After 1981,  losses from net-migration slowed sharply, but chronic declines continued through the 1980s and ’90s for a total outflow of 178,696.

However, after 2000, Anglo numbers stabilized and started to grow again, rising by 2.7 per cent between the 2001 and 2006 censuses, faster than the Quebec average and remaining steady since then. These figures denote a shaken but resilient community. Most important, they are nothing like the apocalyptic scenarios that some observers offer.

Steadily growing

Since 1970 Quebec has grown steadily, jumping by at least half a million people in every census decade. There has never been any net population loss for the province. It has grown from just under 6 million people to 8.5  million today. Overall, Quebec has been quite  dynamic, adding 2.4 million new residents, compared for example to the 2.5 million added to the population of Alberta in the same period. The most similar-sized U.S. state in 1970 was Massachusetts, with just under 5.7 million people compared to Quebec’s 5.9 million. Since then QC has surged ahead, gaining 2.4 million new people compared to Mass’s much slower 1.1 million gain. New Quebecers have come largely from immigration, but also from net births and deaths and interprovincial movements. Those gains have accelerated with a strong economy.
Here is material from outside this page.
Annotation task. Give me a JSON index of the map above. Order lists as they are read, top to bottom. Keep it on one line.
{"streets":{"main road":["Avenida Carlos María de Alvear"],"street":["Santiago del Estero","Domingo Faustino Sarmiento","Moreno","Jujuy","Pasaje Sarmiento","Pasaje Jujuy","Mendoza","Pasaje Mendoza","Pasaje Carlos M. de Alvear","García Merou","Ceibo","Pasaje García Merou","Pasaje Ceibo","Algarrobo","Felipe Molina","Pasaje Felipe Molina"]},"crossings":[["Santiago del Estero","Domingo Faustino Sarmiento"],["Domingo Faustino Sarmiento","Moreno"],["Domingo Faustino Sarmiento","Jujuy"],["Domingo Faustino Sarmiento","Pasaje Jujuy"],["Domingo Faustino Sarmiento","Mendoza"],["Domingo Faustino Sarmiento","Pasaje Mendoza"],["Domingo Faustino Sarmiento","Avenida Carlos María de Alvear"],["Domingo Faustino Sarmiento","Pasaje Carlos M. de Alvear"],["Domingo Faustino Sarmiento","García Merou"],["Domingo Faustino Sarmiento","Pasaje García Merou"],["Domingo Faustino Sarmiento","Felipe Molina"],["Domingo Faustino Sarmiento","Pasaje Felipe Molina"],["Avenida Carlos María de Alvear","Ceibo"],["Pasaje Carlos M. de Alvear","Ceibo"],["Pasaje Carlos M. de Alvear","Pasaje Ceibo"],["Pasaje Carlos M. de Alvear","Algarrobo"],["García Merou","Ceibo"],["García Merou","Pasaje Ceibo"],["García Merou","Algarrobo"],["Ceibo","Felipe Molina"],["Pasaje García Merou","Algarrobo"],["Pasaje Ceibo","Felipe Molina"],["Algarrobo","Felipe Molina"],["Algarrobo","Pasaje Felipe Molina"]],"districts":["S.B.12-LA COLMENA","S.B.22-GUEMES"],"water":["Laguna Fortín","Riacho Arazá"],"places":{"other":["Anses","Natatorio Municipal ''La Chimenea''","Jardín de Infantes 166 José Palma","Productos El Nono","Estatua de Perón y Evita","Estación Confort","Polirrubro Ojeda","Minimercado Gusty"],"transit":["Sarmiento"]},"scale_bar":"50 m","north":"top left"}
The more assertive Quebec of the 1970s was a shock that some Anglos rejected, while most others just carried on. In the short and medium terms, the emergence of French as the economic language sparked a net loss of English people, aided also by the westward tilt of the Canadian economy.

But the term “exodus” denotes the mass movement of a people, often leading to their demise. No such phenomenon is occurring in English Quebec, nor certainly for French-speakers.

The federal census offers no basis for apocalyptic fears. But however fanciful or mathematically impossible, such culturally loaded headcounts are a Rorschach blot onto which we project cultural fears.

……………

* Conrad Black replied in 2011 to some comments I made about Quebec demography,  writing in his National Post blog: “I don’t know why David Winch feels that an increase of 1.7 million people in Quebec” is anything to cheer about.

OK, maybe it isn’t an extraordinarily high growth rate; but  it does entirely contradict Black’s amateur demography.